- [Records provided]

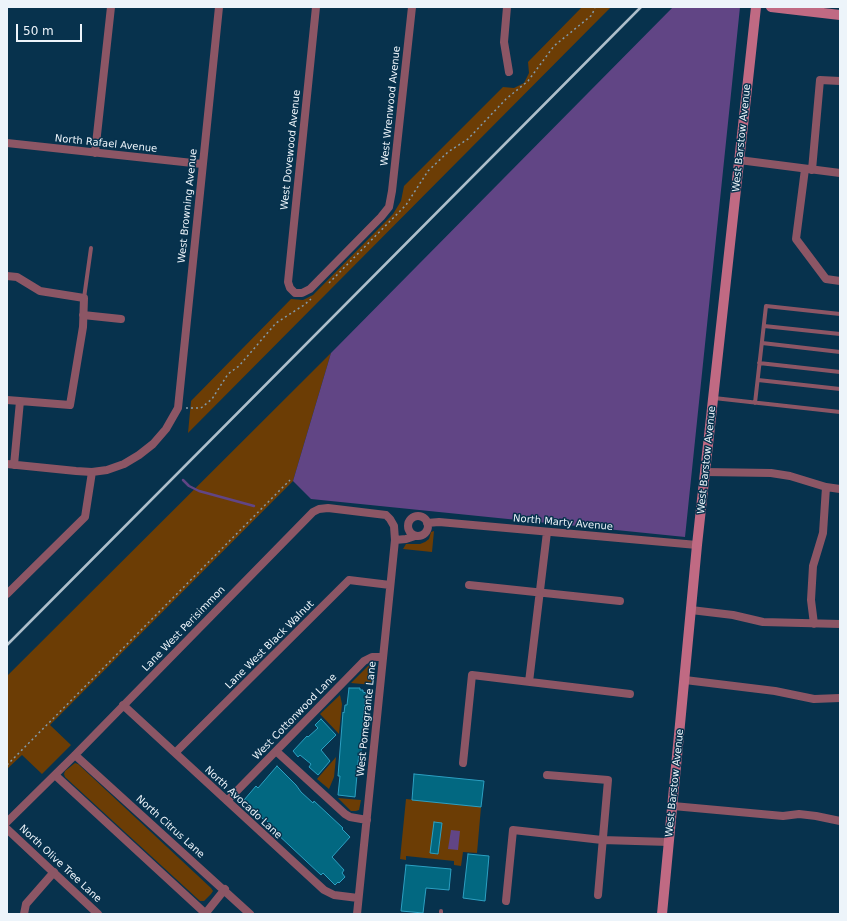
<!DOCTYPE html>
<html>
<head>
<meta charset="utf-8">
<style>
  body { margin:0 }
  #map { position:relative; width:847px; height:921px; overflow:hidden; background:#07324d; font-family:"DejaVu Sans",sans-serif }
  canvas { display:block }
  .frame { position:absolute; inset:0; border:8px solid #edf4fa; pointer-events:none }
  .scale { position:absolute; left:16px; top:24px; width:66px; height:18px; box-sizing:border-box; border:2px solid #edf4fa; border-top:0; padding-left:5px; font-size:12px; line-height:14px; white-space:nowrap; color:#edf4fa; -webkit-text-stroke:3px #07324d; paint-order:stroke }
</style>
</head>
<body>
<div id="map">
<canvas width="847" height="921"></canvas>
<div class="frame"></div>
<div class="scale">50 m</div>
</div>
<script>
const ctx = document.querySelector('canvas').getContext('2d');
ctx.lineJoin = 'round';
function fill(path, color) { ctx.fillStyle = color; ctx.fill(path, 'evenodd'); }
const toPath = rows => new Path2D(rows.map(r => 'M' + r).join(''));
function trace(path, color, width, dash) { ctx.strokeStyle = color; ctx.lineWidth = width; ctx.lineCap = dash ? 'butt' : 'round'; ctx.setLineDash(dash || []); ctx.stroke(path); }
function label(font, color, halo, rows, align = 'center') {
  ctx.font = font + ' "DejaVu Sans",sans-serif'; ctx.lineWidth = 3; ctx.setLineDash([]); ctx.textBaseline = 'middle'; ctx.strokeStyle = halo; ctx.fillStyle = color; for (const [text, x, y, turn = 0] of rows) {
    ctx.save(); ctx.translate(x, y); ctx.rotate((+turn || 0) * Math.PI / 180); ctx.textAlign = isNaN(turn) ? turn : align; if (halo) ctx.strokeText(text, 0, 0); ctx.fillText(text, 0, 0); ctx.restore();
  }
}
const green = toPath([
  [582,7,611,7,188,433,191,401,291,299,303,300,313,295,393,214,401,201,404,186,503,87,514,88,524,83,529,73,528,62],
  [331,353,293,481,50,725,71,745,42,774,22,755,7,769,7,676],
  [434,531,432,552,403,549,406,544,420,544,425,542,429,539,431,532],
  [369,665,374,668,373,685,351,683],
  [340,695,342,704,339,734,320,714],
  [336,757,334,777,329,789,317,779],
  [75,763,78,764,211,888,213,891,211,894,204,901,200,901,65,777,64,774,65,771],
  [338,798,361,800,359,810,356,811,351,811],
  [406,799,481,807,477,853,463,852,461,866,454,865,454,861,406,856,406,860,400,859]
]);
const water = toPath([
  [673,7,740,7,685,537,311,499,293,481,331,353],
  [451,830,460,831,458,850,448,849]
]);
const stream = toPath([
  [183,480,189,486,199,491,254,506]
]);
const building = toPath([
  [349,688,360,688,360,690,363,690,363,692,366,693,363,718,365,718,361,752,359,752,355,797,338,795,340,776,338,776,343,712,344,713,345,705,347,705,349,688],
  [321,719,336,735,321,750,330,761,318,775,309,767,311,764,300,755,298,757,293,751,307,736,308,737,318,728,315,725,321,719],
  [277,766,296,785,301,792,313,803,314,801,343,828,342,829,350,837,332,857,344,870,342,873,345,877,339,883,338,882,335,885,323,873,321,875,275,832,277,830,266,820,265,821,244,800,256,786,258,788,277,766],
  [414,774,484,781,481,807,412,800,414,774],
  [434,822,442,823,438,854,430,853,434,822],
  [468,854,489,856,485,901,463,898,468,854],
  [406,865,451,869,449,890,426,888,423,913,401,911,406,865]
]);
const path = toPath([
  [329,283,406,205,428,171,448,152,468,139,506,99,528,81,554,46,592,15,595,7],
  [186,408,201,408,212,399,228,374,239,366,276,323,304,305,311,299],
  [7,765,290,480]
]);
const lane = toPath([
  [84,298,91,248],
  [764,326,840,334],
  [762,343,840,352],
  [759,363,840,372],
  [758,380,840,389],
  [714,398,840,412],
  [755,403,766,306,840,314],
  [441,914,441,911]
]);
const street = toPath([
  [316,7,288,282,290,288,295,293,302,293,310,289,381,217,389,207,392,191,412,7],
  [507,7,504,42,509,72],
  [7,143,202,164],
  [95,153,111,7],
  [739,160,840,173],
  [805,169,796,239,826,279,840,281],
  [812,170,820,80,840,81],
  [7,276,17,277,40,291,84,298,83,327,70,405,20,401],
  [83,315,121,319],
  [7,400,20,401,14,465],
  [7,464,76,471,92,472,107,470,124,464,139,455,153,444,166,429,178,408,219,7],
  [705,472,771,473,790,476,826,487,840,489],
  '408 526a10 10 0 1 1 20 0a10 10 0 1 1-20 0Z',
  [427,523,439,522,697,545],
  [395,540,406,539,415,536],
  [469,585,620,601],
  [7,594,85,517,92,472],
  [691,610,733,615,763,622,840,624],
  [814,624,811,600,813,566,823,533,826,487],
  [685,680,775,691,814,699,840,698],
  [529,682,547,532],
  [123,705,324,890,334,895,358,898],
  [276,751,345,814,350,817,367,820],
  [175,753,349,580,390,585],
  [75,755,250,914],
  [463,763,472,675,630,694],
  [55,775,206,914],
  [547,775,608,780,598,895],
  [227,801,364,661,372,657,383,657],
  [673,806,783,816,799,814,816,816,840,821],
  [7,822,75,755,313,512,319,509,328,508,386,515,390,519,394,526,395,540,357,914],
  [7,829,98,914],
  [506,901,513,830,602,840,669,842],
  [24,914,26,904,54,872],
  [205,914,225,889]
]);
const secondary = toPath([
  [771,7,840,15],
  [662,914,697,545,756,7]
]);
const rail = toPath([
  [7,645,641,7]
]);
const streetNames = [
  ["West Wrenwood Avenue",391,106,-84],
  ["West Barstow Avenue",742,138,-84],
  ["North Rafael Avenue",106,144,6],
  ["West Dovewood Avenue",291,150,-84],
  ["West Browning Avenue",188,206,-84],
  ["West Barstow Avenue",707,460,-84],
  ["North Marty Avenue",563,523,5],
  ["Lane West Perisimmon",184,629,-46],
  ["Lane West Black Walnut",270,645,-45],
  ["West Cottonwood Lane",295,717,-46],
  ["West Pomegrante Lane",367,719,-84],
  ["West Barstow Avenue",675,783,-84],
  ["North Avocado Lane",243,803,43],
  ["North Citrus Lane",170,827,42],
  ["North Olive Tree Lane",60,864,43]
];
fill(green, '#6c3d05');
fill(water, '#614585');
trace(stream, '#614585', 2.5);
fill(building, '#026881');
trace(building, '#2ca0c2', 1);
trace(path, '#839aaa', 1.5, [2, 3]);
trace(lane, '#8c5665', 4);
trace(street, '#8c5665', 8);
trace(secondary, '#c06a83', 10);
trace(rail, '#adbeca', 2.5);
label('10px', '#edf4fa', '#07324d', streetNames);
</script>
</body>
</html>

- [What you will do] Print the lines above from the one with "const ctx = document.querySelector('canvas').getContext('2d');" through the one with "function label(font, color, halo, rows, align", both included, exactly as written and nothing more.

- [Reply to the task]
const ctx = document.querySelector('canvas').getContext('2d');
ctx.lineJoin = 'round';
function fill(path, color) { ctx.fillStyle = color; ctx.fill(path, 'evenodd'); }
const toPath = rows => new Path2D(rows.map(r => 'M' + r).join(''));
function trace(path, color, width, dash) { ctx.strokeStyle = color; ctx.lineWidth = width; ctx.lineCap = dash ? 'butt' : 'round'; ctx.setLineDash(dash || []); ctx.stroke(path); }
function label(font, color, halo, rows, align = 'center') {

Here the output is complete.